Thankfully, as it currently stands, photography plays no part in my income. I had tried to make it so in the summer of 2019, in the form of selling prints at art shows. For one reason or another – whether my prices were too high, my work not marketable enough, etc. – things didn't work out as I had hoped. I actually ended up receiving more money from the awards some shows gave out than I did through any sales. Past that, I had thought about trying my hand at architectural photography so as to make a sustainable income. At the end of the day, the pressure of making a living off print sales is not something I find enjoyment in. The stress of figuring out how to price my work, what mediums to offer, open versus limited editions, etc. – it all is too much and takes away from my enjoyment of the craft. I would much rather make money off my writings and future teachings and talks.

:: What is one misconception of your photography that you deal with and how do you handle it?

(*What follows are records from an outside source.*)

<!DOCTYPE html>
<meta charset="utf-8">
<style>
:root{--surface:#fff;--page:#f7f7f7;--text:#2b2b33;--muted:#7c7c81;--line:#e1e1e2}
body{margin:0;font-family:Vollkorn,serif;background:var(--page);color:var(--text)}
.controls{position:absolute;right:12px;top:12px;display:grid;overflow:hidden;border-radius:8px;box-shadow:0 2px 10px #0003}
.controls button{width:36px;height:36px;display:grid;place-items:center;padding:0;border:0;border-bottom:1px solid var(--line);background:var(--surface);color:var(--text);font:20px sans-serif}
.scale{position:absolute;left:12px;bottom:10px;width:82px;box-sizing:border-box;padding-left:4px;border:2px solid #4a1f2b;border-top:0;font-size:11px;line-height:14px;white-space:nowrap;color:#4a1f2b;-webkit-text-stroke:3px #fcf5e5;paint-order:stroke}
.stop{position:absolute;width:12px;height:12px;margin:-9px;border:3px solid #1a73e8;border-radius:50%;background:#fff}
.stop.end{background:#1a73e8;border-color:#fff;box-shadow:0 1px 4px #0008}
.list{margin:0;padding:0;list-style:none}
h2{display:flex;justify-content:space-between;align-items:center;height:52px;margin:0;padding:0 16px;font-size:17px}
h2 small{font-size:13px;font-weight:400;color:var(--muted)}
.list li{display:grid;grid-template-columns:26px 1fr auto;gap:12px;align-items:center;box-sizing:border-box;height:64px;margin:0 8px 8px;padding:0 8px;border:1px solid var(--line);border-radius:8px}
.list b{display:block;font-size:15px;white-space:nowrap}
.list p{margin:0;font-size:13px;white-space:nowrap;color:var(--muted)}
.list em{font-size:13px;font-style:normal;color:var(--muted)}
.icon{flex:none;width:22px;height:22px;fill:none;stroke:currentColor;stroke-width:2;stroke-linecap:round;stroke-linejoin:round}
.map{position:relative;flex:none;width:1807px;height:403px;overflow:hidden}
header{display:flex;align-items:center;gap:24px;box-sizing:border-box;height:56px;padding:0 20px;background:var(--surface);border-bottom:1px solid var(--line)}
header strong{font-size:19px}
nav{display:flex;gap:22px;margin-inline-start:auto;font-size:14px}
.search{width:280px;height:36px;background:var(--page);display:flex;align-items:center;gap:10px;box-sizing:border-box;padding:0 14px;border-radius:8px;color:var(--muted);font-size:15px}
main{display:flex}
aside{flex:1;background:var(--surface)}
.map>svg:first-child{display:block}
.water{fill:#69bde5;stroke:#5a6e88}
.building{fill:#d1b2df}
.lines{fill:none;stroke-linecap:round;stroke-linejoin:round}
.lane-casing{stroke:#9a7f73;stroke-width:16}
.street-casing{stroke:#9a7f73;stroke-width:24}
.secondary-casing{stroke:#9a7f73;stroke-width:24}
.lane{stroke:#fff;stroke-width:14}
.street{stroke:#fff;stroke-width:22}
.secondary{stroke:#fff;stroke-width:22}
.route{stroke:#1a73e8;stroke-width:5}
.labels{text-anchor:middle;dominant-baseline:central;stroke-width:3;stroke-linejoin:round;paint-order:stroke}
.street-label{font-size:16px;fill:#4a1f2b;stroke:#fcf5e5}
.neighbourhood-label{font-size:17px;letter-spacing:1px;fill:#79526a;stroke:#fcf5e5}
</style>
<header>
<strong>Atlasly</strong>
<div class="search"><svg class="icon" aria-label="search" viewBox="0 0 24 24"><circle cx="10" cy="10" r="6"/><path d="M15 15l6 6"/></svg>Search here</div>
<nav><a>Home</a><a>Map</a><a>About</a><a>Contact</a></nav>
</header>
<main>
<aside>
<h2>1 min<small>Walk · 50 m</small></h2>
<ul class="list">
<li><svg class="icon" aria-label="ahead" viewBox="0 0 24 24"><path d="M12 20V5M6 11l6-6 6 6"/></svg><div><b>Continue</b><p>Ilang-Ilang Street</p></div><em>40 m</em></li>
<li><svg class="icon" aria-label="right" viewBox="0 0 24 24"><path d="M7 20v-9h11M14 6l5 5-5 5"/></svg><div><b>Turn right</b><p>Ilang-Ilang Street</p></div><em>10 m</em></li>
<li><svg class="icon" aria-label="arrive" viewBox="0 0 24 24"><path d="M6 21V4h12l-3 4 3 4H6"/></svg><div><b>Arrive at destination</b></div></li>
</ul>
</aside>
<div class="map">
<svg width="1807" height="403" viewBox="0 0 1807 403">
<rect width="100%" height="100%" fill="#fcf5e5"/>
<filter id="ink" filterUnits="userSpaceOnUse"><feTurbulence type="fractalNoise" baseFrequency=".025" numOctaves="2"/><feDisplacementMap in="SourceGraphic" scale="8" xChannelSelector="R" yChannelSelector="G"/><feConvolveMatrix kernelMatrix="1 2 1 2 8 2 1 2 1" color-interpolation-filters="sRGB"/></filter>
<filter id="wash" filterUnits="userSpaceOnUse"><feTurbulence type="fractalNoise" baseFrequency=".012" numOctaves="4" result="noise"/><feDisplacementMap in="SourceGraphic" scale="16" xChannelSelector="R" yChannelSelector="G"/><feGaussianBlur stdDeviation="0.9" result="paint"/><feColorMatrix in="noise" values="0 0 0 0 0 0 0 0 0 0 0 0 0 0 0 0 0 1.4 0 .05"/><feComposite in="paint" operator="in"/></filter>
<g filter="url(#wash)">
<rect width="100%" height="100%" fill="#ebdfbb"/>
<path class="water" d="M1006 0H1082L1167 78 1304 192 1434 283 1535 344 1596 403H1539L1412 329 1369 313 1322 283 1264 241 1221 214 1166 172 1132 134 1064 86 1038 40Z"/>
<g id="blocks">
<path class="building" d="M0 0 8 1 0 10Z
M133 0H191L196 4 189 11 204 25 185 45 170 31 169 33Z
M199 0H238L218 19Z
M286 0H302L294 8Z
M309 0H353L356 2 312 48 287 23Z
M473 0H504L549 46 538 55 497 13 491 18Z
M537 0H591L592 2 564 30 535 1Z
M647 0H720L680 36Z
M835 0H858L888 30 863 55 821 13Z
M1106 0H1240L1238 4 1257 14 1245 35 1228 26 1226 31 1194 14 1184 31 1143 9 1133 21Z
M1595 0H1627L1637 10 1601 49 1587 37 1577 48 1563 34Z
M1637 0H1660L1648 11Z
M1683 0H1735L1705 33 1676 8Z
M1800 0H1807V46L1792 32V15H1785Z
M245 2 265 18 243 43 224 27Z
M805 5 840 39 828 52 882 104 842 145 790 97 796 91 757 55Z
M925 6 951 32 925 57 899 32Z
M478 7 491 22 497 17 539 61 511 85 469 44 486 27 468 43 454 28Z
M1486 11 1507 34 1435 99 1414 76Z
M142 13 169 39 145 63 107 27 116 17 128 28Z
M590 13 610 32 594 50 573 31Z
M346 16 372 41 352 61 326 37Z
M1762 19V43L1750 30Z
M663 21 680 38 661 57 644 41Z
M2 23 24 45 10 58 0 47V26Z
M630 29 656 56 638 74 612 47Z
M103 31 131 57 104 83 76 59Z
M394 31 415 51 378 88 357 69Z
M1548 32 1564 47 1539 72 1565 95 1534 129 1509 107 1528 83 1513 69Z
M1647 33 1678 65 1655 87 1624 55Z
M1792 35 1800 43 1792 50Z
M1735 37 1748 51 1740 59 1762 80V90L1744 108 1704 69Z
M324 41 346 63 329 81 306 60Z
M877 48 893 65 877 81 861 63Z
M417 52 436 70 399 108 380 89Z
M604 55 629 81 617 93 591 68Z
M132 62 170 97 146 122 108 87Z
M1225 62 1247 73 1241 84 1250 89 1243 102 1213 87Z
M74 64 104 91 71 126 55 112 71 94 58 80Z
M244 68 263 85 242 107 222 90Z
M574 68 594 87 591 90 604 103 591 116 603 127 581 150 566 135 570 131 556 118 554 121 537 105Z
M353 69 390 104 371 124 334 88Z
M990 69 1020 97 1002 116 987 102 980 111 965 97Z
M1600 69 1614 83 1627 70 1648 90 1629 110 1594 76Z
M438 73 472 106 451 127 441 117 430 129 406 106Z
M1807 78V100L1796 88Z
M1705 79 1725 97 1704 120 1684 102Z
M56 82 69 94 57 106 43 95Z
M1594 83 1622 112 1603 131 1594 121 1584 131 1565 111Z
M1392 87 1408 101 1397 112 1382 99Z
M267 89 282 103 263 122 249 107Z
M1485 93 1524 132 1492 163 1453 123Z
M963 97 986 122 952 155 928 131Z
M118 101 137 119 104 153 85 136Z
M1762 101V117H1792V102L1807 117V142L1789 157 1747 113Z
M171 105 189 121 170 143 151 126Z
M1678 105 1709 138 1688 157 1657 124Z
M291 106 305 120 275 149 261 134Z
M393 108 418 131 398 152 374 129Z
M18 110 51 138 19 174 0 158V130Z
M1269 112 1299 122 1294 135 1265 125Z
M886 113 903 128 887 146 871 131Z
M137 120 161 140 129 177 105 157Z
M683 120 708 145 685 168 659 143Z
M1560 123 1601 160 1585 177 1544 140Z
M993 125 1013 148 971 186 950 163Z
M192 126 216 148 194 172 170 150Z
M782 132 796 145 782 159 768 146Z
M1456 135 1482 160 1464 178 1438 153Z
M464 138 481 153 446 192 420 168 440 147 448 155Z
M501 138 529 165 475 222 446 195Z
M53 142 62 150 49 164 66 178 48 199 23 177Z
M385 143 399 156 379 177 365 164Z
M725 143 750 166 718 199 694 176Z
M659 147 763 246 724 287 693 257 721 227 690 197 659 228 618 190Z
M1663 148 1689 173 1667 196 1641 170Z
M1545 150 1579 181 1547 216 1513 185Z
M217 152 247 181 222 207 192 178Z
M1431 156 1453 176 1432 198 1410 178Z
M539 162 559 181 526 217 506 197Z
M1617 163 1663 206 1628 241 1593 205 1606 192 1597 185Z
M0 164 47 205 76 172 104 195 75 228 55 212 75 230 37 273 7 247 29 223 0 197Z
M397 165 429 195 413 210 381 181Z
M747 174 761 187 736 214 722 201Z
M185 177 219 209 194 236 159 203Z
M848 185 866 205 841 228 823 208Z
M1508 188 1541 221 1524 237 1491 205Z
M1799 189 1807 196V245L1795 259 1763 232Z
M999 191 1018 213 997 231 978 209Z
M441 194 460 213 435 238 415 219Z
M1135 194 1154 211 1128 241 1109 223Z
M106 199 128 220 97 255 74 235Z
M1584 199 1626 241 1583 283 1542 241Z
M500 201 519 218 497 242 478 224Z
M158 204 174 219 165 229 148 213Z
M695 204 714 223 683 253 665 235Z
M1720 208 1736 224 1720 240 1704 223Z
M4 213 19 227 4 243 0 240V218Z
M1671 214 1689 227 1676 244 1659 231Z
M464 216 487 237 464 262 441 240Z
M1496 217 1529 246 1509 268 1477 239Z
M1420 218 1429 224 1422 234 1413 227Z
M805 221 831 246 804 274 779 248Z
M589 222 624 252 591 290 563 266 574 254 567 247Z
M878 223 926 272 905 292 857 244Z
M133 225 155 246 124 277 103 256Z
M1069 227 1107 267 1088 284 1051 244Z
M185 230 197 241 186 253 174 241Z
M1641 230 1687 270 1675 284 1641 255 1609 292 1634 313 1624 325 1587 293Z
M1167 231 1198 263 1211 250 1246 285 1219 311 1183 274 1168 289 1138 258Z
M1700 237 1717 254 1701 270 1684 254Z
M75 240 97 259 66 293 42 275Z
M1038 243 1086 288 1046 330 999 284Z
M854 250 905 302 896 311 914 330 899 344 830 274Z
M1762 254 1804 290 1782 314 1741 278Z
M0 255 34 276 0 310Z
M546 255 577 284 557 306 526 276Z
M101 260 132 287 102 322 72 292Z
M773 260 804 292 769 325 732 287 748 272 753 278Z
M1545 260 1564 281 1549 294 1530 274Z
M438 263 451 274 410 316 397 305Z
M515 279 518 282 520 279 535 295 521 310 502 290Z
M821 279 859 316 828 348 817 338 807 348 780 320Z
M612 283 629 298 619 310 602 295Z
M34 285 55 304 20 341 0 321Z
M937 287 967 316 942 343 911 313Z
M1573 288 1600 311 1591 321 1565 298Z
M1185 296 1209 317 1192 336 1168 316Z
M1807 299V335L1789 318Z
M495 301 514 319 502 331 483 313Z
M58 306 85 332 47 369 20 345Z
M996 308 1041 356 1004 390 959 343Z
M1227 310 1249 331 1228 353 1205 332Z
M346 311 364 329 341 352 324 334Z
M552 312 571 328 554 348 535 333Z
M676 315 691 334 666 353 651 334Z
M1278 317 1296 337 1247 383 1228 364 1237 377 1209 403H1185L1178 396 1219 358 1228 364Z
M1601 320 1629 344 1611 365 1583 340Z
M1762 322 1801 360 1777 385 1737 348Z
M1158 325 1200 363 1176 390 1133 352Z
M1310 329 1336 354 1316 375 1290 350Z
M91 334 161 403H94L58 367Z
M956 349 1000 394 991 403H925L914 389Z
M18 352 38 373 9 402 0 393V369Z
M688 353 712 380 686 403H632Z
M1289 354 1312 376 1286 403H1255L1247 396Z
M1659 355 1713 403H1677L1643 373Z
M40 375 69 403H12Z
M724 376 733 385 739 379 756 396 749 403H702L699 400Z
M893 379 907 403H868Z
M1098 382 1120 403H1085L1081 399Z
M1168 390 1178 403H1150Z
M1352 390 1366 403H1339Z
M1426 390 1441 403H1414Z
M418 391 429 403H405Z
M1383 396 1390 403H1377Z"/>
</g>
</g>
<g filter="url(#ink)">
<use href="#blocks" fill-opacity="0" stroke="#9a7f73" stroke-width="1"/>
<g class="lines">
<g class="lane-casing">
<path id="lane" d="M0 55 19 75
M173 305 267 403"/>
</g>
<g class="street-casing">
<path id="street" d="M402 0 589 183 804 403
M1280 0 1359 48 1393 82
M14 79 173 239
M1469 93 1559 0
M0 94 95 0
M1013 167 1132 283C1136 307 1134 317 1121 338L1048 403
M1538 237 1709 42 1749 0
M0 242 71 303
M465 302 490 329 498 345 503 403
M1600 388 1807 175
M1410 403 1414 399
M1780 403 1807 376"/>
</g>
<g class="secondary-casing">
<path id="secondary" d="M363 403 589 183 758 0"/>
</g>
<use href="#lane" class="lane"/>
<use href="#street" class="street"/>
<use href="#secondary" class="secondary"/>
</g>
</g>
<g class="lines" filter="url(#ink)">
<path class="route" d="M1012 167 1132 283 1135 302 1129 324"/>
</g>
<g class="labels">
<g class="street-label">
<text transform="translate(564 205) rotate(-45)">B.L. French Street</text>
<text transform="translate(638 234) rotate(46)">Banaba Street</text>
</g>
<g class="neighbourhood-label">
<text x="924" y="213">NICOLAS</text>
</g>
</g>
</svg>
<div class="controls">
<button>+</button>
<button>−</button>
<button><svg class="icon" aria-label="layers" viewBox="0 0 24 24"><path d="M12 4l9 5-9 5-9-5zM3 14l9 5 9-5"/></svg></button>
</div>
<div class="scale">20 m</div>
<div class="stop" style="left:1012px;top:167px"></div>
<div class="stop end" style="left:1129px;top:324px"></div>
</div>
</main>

Since I'm not active on social media, I don't often receive any sort of interaction with my photography, negative or positive. The last time I can remember someone mentioning anything negative about it was while I was attempting to sell my work at a convention in a mall. Two men came walking past, saw a photograph I had taken of the Grand Teton mountains, and the one commented that he could easily go and take the same photograph. Rather than take offense to it, I laughed it off and told him to "go ahead and try."

Other than that one instance, I can't recall any misconceptions about my photography which were had, or at least expressed to me. Even if there were, at the end of the day, my photography holds within it meaning for myself. If others don't understand it, it's no sweat off my back.

:: As someone who has also dealt with some mental health has photography helped you? Are there any aspects of the profession you've found that doesn't benefit you when it comes to your wellbeing...and when the thing that has helped you is causing added do you keep it fun and important?

When I picked up my own DSLR for the first time in 2014, I was at the lowest point in my life. At only 15 years old, I was facing heavy bouts of depression and anxiety, paired with feelings of absolute despair and helplessness. Pair this with my being in a new school district for my first year in high school. Things weren't looking the best for me. But through photography, I have learned to express myself, to show the world how I see and what I feel. As the years have gone on, photography has primarily been a blessing. However, there have been instances whereas it has not been the most beneficial. For instance, I had mentioned the art shows in 2019. During that time, I placed myself under a lot of pressure to make things work, though such things were out of my control. I wanted little more than to make money off my photography and, when it didn't work out, the stress really began to get to me, bringing me back into the darkness I had (mostly) gotten away from. While I managed to push away those feelings after a few months of contemplation and reevaluation of self, they came back – albeit for less time – when the COVID-19 pandemic hit, and I was left unemployed for a bit of time.

These days, it is the pairing of photography and nature that help my mental health maintain some sort of stabilization. The greatest joy in my life is spending time walking through the woods, my girlfriend aside me and my camera in my backpack, as I work to find meaning in life through art.

Cody Schultz

Chase after whatever it is you are desiring. If you have always wanted to be interviewed about your photography, contact an online publication or podcast, and simply ask. If you want to teach a photography class or present a lecture, contact a local photography club and pitch them your ideas. The worst they can say is no – then, you just move on to the next one and try again.